In the most recent quarters, MFs even put foreign portfolio investors behind. FPIs held G-Secs worth Rs 2 trillion on average in the last few quarters. In the quarter ending June (Q1 FY21), their holding came down to Rs 1.2 trillion, to rise again to Rs 1.46 trillion at the end of Q2.
Together, the two hold not more than five per cent of Government of India’s debt stock. The majority holders are scheduled commercial banks, insurance companies and the RBI, followed by provident funds, who together account for more than 80 per cent of GoI’s debt.
But it was the buying and selling by FPIs and MFs that stood out in 2020, when the Centre as well as state governments expanded their market borrowing plans as the lockdown hit their revenues hard.
If we look at the trading in government debt market in 2020, mutual funds, the minor stock holders, were among the top traders.
They constituted 16 per cent of buy orders in Q1, and about 18 per cent of them in Q2. More importantly, buy orders from MFs were more than sell orders in these two quarters. These include G-Secs, treasury bills (T-bills) and state development loans (SDLs).
As against the majority holders, MFs were thus the major players in government debt market in 2020, with respect to their historical average and their debt stock holding.
Experts said that part reason for this were the new rules by the market regulator Securities and Exchange Board of India (Sebi) after the liquidity crisis that rattled financial markets in 2018.
Secondly, even the inflows to mutual funds were strong in the debt segment, as investors shunned equity funds. As the Indian economy unlocked, and the track of recovery became clearer, equity MFs saw flight in comparison to the stock market which boomed. Debt mutual funds (barring liquid funds), on the other hand, saw increasingly higher net inflows.
As for FPIs, who pulled out of G-Secs in the first half of 2020, the reasons were very simple. There was risk aversion globally, and FPIs flew from emerging markets in equity as well as debt. But with RBI’s liquidity measures and prompt action, confidence was restored and FPI’s made a comeback to buying government securities in the second half of 2020.
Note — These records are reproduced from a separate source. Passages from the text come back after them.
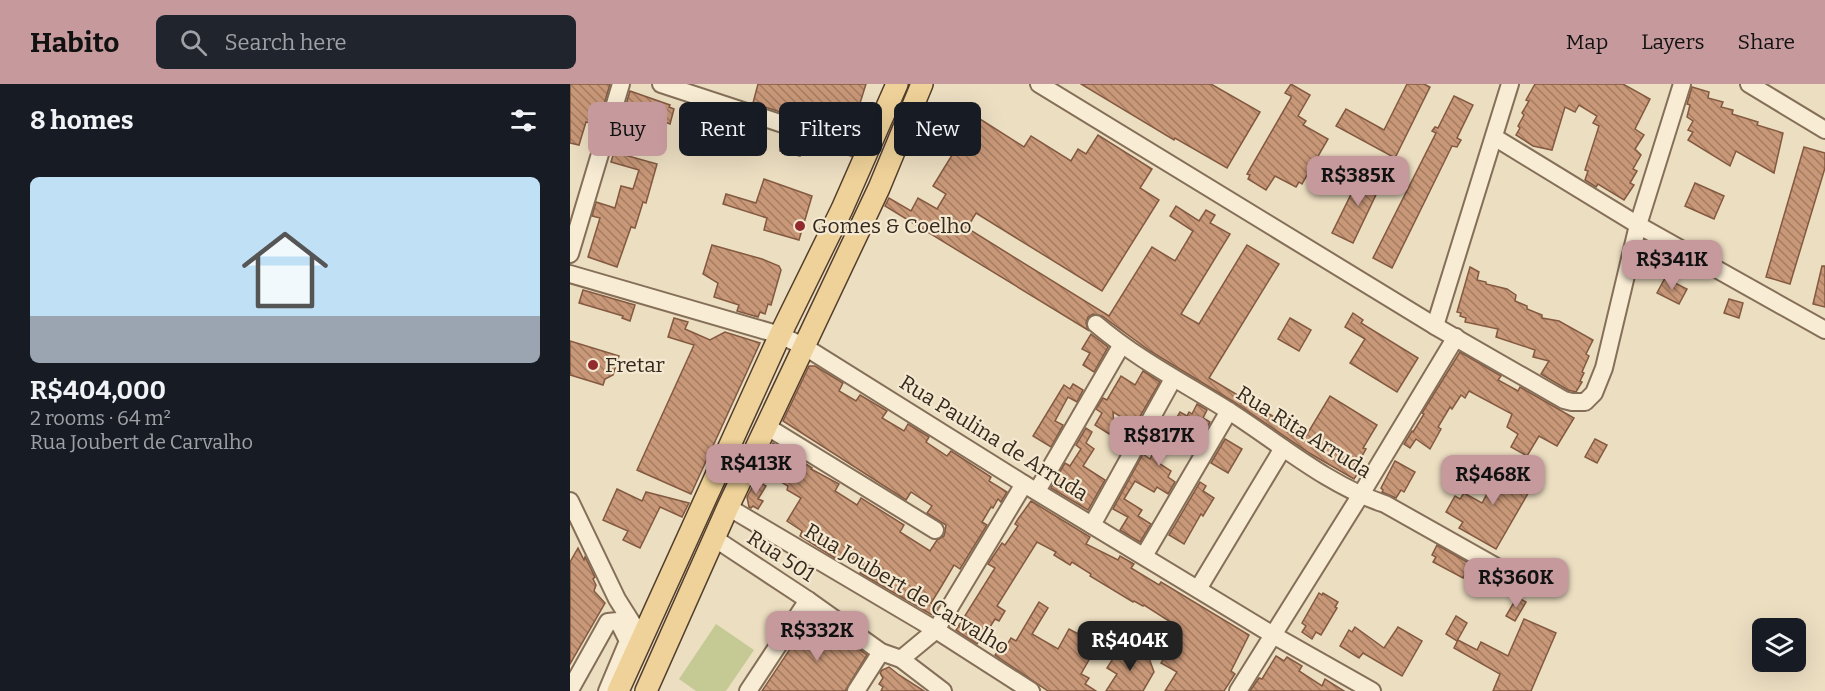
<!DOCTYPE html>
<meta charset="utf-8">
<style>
:root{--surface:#171b24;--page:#20242c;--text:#f1f3f6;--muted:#9ea1a6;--line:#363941;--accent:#c6999c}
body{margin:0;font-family:Bitter,serif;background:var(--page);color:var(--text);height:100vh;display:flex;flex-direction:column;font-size:22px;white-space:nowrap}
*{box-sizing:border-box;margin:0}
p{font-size:20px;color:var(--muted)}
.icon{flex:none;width:33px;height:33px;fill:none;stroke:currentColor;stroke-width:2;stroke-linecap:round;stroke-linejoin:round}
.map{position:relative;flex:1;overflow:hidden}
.drawer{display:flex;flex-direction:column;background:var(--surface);width:570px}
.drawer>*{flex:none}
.top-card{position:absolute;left:18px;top:18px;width:570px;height:54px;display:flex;gap:12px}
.tools{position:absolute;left:1182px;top:534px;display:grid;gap:12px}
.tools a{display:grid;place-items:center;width:54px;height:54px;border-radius:9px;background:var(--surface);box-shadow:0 6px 24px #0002;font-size:30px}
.price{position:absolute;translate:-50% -51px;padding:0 14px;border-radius:12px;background:var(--accent);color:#111;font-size:20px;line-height:39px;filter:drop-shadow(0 2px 3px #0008)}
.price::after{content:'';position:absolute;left:50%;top:36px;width:18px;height:14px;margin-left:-9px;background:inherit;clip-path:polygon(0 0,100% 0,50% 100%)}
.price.selected{background:#222;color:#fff}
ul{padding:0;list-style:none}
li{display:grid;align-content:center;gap:12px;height:318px;padding:0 30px}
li+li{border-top:2px solid var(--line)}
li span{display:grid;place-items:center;height:186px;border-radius:9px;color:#555}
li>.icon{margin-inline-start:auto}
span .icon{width:108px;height:108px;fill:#fffc;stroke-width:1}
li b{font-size:26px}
h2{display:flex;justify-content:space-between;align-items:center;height:72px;padding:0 30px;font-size:26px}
.tag{padding:0 21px;border-radius:9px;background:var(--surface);box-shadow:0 6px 24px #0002;font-size:21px;line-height:54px}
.tag.selected{background:var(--accent);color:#111}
header{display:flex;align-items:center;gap:36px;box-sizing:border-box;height:84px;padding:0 30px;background:var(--accent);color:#111}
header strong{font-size:28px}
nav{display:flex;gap:33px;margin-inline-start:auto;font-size:21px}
.search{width:420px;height:54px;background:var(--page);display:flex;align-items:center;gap:15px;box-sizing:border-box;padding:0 21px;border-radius:9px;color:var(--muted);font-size:22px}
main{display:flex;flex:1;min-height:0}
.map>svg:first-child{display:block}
.garden{fill:#c5ca95}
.building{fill:url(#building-back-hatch);stroke:#835940;stroke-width:1.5}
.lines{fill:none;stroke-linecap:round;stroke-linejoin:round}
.minor-casing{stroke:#856f59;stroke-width:20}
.major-casing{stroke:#533e2d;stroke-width:24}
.minor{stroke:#f8ecd4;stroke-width:16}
.major{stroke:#efd299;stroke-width:21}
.poi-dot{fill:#922b2e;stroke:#f4e9d0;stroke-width:2}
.labels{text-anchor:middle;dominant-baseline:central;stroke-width:4.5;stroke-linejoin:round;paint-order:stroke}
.poi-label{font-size:21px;fill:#35281d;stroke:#f4e9d0;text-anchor:start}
.street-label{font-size:21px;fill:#35281d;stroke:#f4e9d0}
</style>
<header>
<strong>Habito</strong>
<div class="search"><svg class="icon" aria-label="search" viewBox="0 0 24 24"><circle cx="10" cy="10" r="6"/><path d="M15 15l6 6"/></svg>Search here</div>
<nav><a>Map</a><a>Layers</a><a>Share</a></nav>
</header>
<main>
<section class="drawer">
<h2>8 homes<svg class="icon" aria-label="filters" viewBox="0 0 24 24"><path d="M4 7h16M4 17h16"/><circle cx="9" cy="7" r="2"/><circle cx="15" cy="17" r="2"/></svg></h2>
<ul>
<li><span style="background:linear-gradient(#bfe0f5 75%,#9aa5b1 0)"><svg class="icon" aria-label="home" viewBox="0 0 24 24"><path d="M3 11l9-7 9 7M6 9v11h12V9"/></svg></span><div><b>R$404,000</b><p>2 rooms · 64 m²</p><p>Rua Joubert de Carvalho</p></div></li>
</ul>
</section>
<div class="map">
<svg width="1255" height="607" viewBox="0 0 1255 607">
<defs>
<pattern id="building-back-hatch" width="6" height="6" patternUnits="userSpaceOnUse" patternTransform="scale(1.5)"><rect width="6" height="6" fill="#c99878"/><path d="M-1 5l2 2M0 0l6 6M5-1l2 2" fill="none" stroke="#a47c62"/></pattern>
</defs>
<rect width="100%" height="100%" fill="#ecdec1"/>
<polygon class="garden" points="146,540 184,566 156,607 126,607 109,595"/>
<g class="building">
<polygon points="0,0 40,0 28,41 16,38 9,61 0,59"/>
<polygon points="188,0 296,0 280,51 183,19"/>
<polygon points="511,0 641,0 690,28 657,84 605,54 604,56"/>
<polygon points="721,0 740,11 728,32 736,37 733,41 758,55 732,100 729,98 726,103 705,92 696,106 678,95 680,91 677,90 721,14 721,12 715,9"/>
<polygon points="837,0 854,0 860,3 825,74 766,42 776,25 814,46"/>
<polygon points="965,0 1053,0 1080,15 1065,45 1074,51 1065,65 1071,71 1063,85 1067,87 1060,99 1064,101 1054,116 1028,100 1026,103 1015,96 1018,87 1015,86 1029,42 1023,39 1027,32 1009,21 1005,28 995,23 982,66 963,62 946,51 950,44 948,42 954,31 952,29 959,17 956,16"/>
<polygon points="1122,3 1139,8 1138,14 1153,18 1151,23 1163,26 1162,30 1188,38 1187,41 1213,49 1204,89 1166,67 1160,82 1118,56 1123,48 1118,46 1123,37 1117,33 1120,21 1117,20"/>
<polygon points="60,7 100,21 99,23 104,25 100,40 95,38 93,44 68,37 64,49 49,45"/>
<polygon points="884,12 903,21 887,54 891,56 887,63 882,62 822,184 803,174 866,49 862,47 865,43 868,44"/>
<polygon points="402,30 454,63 461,52 501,77 508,65 516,70 528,51 582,85 570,104 589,116 532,207 406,129 397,144 539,232 582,163 605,177 623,147 600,132 606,122 629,137 636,126 645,131 640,139 660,150 611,230 629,240 677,161 709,180 639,294 736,352 760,312 807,341 793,364 796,365 784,387 788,389 784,395 741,370 664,318 580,267 532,232 523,230 518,233 516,239 518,246 315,122 319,114 341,127 348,114 367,125 376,110 363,102 384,68 380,65"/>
<polygon points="167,37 184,42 176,65 160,59"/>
<polygon points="213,56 232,62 230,72 210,67"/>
<polygon points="1234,63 1255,69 1255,84 1220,200 1196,193"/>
<polygon points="44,68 87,80 76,119 73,118 65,144 61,143 47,183 18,173 30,134 22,132 26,118 45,124 51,102 63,105 69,86 41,78"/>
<polygon points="793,86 813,96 783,159 762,149"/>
<polygon points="194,95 242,112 229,156 194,146 197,134 153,120 156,110 186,119"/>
<polygon points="1125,99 1154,112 1144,135 1115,122"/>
<polygon points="142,161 192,175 209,182 211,186 201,221 198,220 195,230 190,228 188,233 167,227 169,221 144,213 148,199 133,190"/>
<polygon points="1252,182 1255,182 1255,223 1243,220"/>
<polygon points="900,183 909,188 907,196 916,198 916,200 937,205 946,211 945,217 957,222 957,225 972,231 972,234 989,237 1023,256 1016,270 1019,272 1012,288 1014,289 1010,297 1012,298 1006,308 998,306 971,290 979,277 963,273 965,266 926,253 928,245 895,238 896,234 890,232 891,229 887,228"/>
<polygon points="1095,194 1117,205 1109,220 1087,209"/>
<polygon points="13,206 65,221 60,237 52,234 53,232 9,219"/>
<polygon points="1159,215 1173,219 1169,234 1154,229"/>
<polygon points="783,229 793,236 791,239 848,274 827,308 780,279 795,255 775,243"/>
<polygon points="104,234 118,238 115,245 140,256 155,248 190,259 121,410 67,386 124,261 98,253"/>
<polygon points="720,234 741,246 729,267 708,255"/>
<polygon points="521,250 538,263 524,288 513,281 520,269 512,265"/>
<polygon points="0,257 49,272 43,291 35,295 33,301 0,291"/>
<polygon points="890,268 931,292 928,296 948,307 950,303 1004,334 987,362 969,352 957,372 941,363 948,350 937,343 942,330 899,307 895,314 891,311 882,325 880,323 868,343 871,345 860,365 846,355 840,364 834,360 842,347 843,348 854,330 852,329"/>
<polygon points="239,282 245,282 273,299 269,307 286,317 290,311 317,327 312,334 334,347 338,340 359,353 356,358 377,372 381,367 421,393 419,397 437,408 431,418 428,415 423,424 421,423 412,438 417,441 390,485 384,481 371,503 361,519 367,523 362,531 290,489 294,482 278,472 276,475 271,472 268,476 230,452 232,447 217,437 231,414 217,406 218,402 196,389 200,383 194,379 203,359 242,384 241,385 269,400 265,407 287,421 291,414 334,441 330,448 360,467 367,456 374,452 375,447 376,441 357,429 362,422 341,408 336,416 213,337"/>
<polygon points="573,287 590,298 565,341 543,328 544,342 539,350 525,341 532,329 526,325 533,314 537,316 551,292 565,301"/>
<polygon points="503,300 513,306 507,318 498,313 485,337 493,341 481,363 463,352 494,301 500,305"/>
<polygon points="627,320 637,326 633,334 640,338 626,362 607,351 587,378 601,387 598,393 605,398 598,410 587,403 584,408 565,397 554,415 572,426 568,432 581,440 570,458 550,446 558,433 543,425 573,370 580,375 590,356 584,351 593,334 603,340 610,328 617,332 619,328 622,330"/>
<polygon points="516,344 522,348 516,359 524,365 513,382 535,396 518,426 481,404 495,379 500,382 511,365 506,361"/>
<polygon points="655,355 672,365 658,389 641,379"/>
<polygon points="1025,355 1037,361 1027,379 1015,373"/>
<polygon points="825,377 845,388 834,408 831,406 826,414 812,408 813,406 811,404"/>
<polygon points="930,378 964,399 926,465 889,444 893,438 876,428 885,412 890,415 894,409 912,419 923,399 917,396"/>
<polygon points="186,396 196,402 188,415 193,417 188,425 183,422 181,424 179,423 177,413"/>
<polygon points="630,398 636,402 633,407 644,414 633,432 631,430 614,460 599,451"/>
<polygon points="47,405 72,417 76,408 119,419 112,433 90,423 70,464 53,456 58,447 33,436"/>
<polygon points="461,417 520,453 516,460 548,476 550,472 564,480 561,484 589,501 591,498 679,551 661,587 665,590 654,607 595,607 607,588 591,579 605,556 601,554 607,542 574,521 573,522 564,517 563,518 520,492 521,490 502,478 500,481 484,471 486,468 467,458 427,522 435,527 429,537 425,535 418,546 416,544 407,560 386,546 425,484 418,480 432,459 435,461 448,442 445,440 448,435"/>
<polygon points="867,461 906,483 903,489 900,492 895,490 893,494 863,478 866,473 862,471"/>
<polygon points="8,464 14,476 15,473 25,493 23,495 26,501 24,507 35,519 0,580 0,478"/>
<polygon points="749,509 752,511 753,509 768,518 765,523 767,524 751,551 746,548 742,555 732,548 736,542 732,539"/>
<polygon points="947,513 956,518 945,537 936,532"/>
<polygon points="469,518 478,524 462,550 488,565 499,545 518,555 523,546 533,551 511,590 519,594 515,600 526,607 478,607 425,571 430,564 435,564 441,554 446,557"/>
<polygon points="242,532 297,571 275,607 192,607"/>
<polygon points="886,532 897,539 887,557 876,550"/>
<polygon points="954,535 986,549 961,607 923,607 930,590 884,564 888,556 907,566 911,558 938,572"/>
<polygon points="785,543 814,564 828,543 852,557 832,592 793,569 789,574 770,562 779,546 782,548"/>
<polygon points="551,562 571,574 573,571 579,574 584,588 573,607 536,607 547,590 537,584"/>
<polygon points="706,572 714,577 717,573 732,582 729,587 752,602 755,595 774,607 680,607 689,594 692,595"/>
<polygon points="319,583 329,591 354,607 311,607 313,603 309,600 313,594 310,589 312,586"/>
</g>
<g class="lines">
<g class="minor-casing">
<g id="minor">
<polyline points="91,0 298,68"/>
<polyline points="469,0 865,242 994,316 1002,318 1015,318 1024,309 1034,284 1068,141 1112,0"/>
<polyline points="1179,0 1255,46"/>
<polyline points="924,53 1068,141 1255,246"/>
<polyline points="0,170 51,0"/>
<polyline points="0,190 210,251 235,263 454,400 703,551 802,607"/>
<path d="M526 240C567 275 614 299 659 327 709 359 759 402 815 420L957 500"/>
<polyline points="865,242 940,0"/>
<polyline points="196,342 365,446"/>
<polyline points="467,407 551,262"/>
<polyline points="0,417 47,515 71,553"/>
<polyline points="158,423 366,546 461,607"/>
<polyline points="522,441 603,295"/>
<polyline points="144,454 238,516 311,568 331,575 373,607"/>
<polyline points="574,472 659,327"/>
<polyline points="628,505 713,364"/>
<polyline points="331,575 366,546 454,400"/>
<polyline points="0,606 38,538 48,537 58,557 37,607"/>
<polyline points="178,607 238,516"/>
<polyline points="286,607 311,568"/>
<polyline points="668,607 790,412 886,253"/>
</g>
</g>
<g class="major-casing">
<g id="major">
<polyline points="48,607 210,251 272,125 327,0"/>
<polyline points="76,607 158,423 309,104 352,0"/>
</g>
</g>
<use href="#minor" class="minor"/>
<use href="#major" class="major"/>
</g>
<g class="poi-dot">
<circle cx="230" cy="142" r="6"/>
<circle cx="23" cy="281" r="6"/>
</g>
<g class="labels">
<g class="poi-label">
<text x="242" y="142">Gomes &amp; Coelho</text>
<text x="35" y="281">Fretar</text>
</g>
<g class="street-label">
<text transform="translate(734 348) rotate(32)">Rua Rita Arruda</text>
<text transform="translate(424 354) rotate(32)">Rua Paulina de Arruda</text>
<text transform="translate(211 472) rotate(33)">Rua 501</text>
<text transform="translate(337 505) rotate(31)">Rua Joubert de Carvalho</text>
</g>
</g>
</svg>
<div class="tools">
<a><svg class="icon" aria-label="layers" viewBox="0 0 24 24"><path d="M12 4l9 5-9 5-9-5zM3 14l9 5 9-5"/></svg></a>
</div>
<b class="price" style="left:788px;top:123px">R$385K</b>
<b class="price" style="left:1102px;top:207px">R$341K</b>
<b class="price" style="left:589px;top:383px">R$817K</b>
<b class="price" style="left:186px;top:411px">R$413K</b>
<b class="price" style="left:923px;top:422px">R$468K</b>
<b class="price" style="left:946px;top:525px">R$360K</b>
<b class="price" style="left:247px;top:578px">R$332K</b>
<b class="price selected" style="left:560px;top:588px">R$404K</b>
<div class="top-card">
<a class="tag selected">Buy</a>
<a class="tag">Rent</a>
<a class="tag">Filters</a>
<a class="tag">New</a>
</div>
</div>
</main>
But FPIs have been genuinely concerned about a possibility of negative interest rates, high inflation, and fiscal stress in India, some experts said. The recent inflation numbers offer some respite, and fiscal certainty will appear on the horizon within a month.
In the last three years, mutual funds have entered strongly in the treasury bills market (short term government debt) as well. In March 2018, Mfs held only 2.2 per cent of outstanding T-Bills. This shot up to 23.5 per cent at the end of June 2020 (Q1), moderating to 19.9 per cent in Q2.
In the same two quarters, the RBI forayed into the T-bills market, holding as much as Rs 1 trillion worth of T-bills in Q1, and close to Rs 50,000 crore in Q2. State governments let go of T-bills in the same period.